De acordo com a legislação, os espaços deverão contar com equipamentos e elementos pensados especialmente para atender às necessidades sensoriais e de segurança das pessoas autistas.
Entre os recursos previstos estão balanços adaptados, brinquedos de rotação lenta, painéis sensoriais táteis e visuais, gangorras adaptadas e equipamentos de estímulo proprioceptivo.
A lei também prevê adequações no ambiente para reduzir estímulos excessivos, como áreas de calmaria e descanso, espaços sombreados, arborização adequada e medidas para redução de ruídos.

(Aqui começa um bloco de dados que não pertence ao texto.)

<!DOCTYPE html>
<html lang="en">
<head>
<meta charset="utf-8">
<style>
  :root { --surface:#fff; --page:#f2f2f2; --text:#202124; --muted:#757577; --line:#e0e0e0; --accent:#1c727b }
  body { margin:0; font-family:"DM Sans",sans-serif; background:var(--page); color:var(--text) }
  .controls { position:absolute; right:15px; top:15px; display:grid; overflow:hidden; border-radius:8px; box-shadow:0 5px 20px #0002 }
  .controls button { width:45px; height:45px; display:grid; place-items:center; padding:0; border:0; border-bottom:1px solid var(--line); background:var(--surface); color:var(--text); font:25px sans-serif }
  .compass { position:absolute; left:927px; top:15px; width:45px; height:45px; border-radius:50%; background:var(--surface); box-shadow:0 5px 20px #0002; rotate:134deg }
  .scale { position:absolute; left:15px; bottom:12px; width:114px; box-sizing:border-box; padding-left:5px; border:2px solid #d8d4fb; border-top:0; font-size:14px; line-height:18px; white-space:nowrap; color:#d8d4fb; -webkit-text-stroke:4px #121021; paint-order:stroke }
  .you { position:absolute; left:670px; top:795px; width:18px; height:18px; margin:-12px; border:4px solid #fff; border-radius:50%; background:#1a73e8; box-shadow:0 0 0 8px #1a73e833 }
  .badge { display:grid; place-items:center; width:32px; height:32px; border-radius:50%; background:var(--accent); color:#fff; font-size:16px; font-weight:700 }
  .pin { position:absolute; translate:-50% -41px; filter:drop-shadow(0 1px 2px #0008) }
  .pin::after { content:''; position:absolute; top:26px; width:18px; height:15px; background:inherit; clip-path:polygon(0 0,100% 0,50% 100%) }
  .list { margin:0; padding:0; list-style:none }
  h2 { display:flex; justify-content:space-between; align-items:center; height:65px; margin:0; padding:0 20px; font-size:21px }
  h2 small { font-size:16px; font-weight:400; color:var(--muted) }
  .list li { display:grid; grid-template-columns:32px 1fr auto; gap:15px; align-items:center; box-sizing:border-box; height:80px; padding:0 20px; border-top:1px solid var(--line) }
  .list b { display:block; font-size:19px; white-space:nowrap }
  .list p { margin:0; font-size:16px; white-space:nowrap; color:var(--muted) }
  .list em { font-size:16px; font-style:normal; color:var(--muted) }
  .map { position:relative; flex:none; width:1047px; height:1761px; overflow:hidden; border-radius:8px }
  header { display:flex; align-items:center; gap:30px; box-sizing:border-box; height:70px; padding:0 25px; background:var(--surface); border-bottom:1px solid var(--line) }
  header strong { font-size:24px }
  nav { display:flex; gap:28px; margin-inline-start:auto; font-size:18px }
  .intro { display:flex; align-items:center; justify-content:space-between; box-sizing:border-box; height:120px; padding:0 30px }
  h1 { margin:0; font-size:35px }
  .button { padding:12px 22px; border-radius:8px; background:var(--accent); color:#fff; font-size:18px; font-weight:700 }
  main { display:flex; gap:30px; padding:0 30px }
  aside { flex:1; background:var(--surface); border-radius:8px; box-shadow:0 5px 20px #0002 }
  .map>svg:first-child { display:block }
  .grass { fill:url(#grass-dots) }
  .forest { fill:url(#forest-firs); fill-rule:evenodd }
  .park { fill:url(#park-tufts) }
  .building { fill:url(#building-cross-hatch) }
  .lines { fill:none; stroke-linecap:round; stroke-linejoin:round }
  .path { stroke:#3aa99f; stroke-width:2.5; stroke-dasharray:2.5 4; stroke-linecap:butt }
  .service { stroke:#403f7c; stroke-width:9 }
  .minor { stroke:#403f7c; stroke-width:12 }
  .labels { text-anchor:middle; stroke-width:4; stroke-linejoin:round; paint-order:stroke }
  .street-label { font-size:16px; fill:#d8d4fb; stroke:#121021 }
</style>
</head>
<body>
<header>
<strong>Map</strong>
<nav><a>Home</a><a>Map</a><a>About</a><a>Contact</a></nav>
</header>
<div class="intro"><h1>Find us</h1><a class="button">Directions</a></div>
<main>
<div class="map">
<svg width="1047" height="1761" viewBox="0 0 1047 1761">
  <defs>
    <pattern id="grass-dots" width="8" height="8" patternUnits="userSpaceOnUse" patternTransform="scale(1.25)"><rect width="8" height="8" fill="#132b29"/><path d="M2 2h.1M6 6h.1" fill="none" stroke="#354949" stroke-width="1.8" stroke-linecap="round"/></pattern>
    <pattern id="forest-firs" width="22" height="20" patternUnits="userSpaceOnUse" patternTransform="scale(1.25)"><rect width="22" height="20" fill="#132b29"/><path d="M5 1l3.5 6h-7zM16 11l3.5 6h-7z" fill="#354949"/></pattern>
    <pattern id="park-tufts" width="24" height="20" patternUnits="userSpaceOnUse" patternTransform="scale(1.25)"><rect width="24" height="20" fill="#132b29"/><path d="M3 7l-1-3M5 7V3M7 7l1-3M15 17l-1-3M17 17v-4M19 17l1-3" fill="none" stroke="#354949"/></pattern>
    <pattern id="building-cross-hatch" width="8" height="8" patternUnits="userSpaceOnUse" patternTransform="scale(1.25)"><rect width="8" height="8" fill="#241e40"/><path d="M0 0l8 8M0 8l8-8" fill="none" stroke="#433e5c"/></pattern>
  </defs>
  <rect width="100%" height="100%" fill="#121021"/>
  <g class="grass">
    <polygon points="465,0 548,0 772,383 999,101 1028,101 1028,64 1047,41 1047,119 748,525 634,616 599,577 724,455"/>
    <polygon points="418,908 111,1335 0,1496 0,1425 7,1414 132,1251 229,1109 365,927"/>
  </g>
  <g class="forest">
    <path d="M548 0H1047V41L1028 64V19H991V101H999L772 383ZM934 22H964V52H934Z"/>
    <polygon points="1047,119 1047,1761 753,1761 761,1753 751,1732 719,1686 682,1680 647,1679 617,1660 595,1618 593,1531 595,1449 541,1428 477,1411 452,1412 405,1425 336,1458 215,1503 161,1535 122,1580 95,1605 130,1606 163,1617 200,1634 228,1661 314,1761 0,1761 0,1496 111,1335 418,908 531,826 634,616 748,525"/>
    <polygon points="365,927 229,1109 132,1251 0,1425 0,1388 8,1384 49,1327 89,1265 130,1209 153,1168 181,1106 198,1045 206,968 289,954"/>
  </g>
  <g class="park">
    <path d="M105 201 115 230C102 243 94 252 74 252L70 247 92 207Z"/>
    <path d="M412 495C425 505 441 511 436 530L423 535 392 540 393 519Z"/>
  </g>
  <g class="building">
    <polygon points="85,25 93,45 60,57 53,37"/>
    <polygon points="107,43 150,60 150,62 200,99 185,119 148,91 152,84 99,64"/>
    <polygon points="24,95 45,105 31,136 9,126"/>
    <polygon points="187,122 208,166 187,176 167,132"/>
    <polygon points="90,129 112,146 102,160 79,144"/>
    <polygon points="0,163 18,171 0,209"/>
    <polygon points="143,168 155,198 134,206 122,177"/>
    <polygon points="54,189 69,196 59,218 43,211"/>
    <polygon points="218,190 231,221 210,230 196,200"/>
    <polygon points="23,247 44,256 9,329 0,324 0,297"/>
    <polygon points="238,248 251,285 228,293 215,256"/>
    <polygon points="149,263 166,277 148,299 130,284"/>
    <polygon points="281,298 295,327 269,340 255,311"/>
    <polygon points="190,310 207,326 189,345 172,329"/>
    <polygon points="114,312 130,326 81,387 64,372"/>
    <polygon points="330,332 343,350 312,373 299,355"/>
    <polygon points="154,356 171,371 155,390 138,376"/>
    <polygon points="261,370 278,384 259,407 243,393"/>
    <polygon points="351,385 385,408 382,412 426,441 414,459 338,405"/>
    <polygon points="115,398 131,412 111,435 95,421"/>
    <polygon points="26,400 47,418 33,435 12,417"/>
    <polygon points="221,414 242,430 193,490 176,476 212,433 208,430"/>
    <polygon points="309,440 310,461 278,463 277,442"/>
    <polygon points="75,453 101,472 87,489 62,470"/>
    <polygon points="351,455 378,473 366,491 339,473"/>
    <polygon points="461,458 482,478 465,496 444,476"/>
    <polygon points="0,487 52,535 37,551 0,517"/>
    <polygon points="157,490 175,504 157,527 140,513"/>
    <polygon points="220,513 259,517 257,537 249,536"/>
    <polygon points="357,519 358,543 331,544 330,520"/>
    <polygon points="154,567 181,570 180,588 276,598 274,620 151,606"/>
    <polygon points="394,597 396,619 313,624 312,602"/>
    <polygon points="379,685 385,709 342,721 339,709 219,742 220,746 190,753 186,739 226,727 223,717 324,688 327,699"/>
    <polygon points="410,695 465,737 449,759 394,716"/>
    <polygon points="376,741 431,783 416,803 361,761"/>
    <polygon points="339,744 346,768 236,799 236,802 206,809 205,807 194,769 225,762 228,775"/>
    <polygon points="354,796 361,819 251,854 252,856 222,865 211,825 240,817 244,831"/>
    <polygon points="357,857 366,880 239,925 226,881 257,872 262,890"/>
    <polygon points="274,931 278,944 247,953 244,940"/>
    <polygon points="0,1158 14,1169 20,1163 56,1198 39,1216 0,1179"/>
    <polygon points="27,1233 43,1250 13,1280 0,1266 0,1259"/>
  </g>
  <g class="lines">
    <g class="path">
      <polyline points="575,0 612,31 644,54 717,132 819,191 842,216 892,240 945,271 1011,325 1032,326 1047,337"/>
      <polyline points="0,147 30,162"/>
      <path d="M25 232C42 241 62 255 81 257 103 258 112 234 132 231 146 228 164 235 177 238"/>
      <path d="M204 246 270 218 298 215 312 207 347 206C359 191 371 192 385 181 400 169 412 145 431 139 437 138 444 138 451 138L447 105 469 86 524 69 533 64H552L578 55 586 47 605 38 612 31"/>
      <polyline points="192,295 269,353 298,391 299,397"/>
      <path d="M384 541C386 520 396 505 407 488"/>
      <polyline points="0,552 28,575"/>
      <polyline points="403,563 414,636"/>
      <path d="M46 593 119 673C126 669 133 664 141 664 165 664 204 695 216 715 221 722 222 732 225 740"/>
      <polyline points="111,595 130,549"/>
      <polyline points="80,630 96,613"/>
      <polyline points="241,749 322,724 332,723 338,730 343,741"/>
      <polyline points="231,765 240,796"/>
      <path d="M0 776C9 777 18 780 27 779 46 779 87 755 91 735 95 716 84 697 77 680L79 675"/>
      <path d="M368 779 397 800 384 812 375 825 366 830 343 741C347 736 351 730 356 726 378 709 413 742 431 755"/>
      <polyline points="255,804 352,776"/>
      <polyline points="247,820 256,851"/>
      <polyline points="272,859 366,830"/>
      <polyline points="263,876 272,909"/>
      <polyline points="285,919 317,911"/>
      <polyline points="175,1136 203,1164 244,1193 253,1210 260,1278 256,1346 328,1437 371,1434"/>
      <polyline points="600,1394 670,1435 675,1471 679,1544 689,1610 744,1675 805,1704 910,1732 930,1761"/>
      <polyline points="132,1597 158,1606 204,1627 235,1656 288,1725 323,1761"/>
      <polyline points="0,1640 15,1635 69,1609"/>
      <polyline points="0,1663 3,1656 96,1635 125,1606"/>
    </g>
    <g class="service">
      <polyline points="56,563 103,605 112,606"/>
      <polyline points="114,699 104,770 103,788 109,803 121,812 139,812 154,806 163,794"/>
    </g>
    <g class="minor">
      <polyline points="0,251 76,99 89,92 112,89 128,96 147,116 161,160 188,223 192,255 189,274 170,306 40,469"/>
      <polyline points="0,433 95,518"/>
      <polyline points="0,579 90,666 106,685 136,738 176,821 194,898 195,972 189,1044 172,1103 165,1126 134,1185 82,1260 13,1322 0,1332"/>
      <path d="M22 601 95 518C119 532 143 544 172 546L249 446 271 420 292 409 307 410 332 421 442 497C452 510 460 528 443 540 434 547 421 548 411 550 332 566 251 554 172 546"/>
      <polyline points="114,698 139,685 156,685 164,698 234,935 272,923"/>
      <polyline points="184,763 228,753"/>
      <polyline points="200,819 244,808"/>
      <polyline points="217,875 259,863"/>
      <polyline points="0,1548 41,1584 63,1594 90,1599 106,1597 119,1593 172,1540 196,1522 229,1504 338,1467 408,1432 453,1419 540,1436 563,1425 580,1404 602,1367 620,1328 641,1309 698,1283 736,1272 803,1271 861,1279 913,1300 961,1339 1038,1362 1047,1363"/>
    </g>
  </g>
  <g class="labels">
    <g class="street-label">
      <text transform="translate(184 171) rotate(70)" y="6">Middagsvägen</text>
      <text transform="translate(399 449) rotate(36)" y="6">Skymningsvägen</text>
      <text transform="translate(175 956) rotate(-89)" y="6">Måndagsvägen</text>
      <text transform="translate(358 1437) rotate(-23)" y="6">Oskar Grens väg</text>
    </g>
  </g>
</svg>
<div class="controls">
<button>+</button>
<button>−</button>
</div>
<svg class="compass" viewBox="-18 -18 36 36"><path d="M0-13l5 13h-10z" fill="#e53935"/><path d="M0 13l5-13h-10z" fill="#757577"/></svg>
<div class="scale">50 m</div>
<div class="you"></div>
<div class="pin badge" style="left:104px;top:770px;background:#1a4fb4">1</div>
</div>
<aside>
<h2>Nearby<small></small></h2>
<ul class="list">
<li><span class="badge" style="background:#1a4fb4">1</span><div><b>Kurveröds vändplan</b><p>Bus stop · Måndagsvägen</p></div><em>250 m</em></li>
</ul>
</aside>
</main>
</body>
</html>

Outro ponto importante é a implantação de sinalização inclusiva e comunicação visual simplificada, incluindo placas com o símbolo mundial do autismo e mapas sensoriais indicando áreas de maior e menor estímulo.
Além disso, o programa estabelece critérios de segurança e acessibilidade, como cercamento parcial ou total das áreas, iluminação planejada para evitar desconfortos visuais e rotas acessíveis conforme normas técnicas vigentes.
Segundo o texto da lei, a Prefeitura de Ilha Solteira poderá adaptar praças já existentes, implantar novos espaços inclusivos e firmar parcerias com entidades públicas, privadas e associações ligadas ao TEA para viabilizar o projeto.
As áreas adaptadas deverão receber identificação oficial como “Praça do(a) Amigo(a) Autista” ou “Espaço Inclusivo para o Autista – TEA”.
O Município poderá ainda promover campanhas de conscientização sobre o autismo, capacitação de servidores para atendimento inclusivo e atividades educativas e recreativas inclusivas nas praças.
Para a implementação, regulamentação, manutenção e fiscalização do programa, o Município, por meio das Secretaria competentes, poderá:
- celebrar parcerias com entidades, associações e organizações ligadas ao TEA;
- firmar convênios com o Governo do Estado e a União para captação de recursos;
- promover campanhas educativas sobre inclusão social e conscientização sobre o TEA;
- elaborar manual técnico de implantação das Praças do Autista no Município.
A iniciativa representa mais um avanço nas políticas públicas de inclusão e acessibilidade em Ilha Solteira, ampliando a atenção às necessidades das pessoas neurodivergentes e incentivando ambientes urbanos mais acolhedores para toda a população.
Proposta do vereador Ricardo da Band
De acordo com o projeto de lei de autoria do presidente da Câmara de Ilha Solteira, vereador Ricardo da Band (MDB), a intenção é de promover inclusão, acolhimento e acessibilidade às pessoas com TEA, garantindo condições adequadas para o lazer e o convívio social em praças e parques públicos.
“Pessoas com TEA apresentam sensibilidade e estímulos visuais, sonoros e táteis, e frequentemente enfrentam dificuldades em ambientes públicos convencionais, o que impede a fruição plena do direito constitucional ao lazer e ao espaço urbano”.
Além disso, o programa fortalece as políticas públicas de inclusão, promove convivência comunitária, apoia famílias e reafirma o compromisso do Legislativo com a construção de uma cidade mais humana, acessível e acolhedora.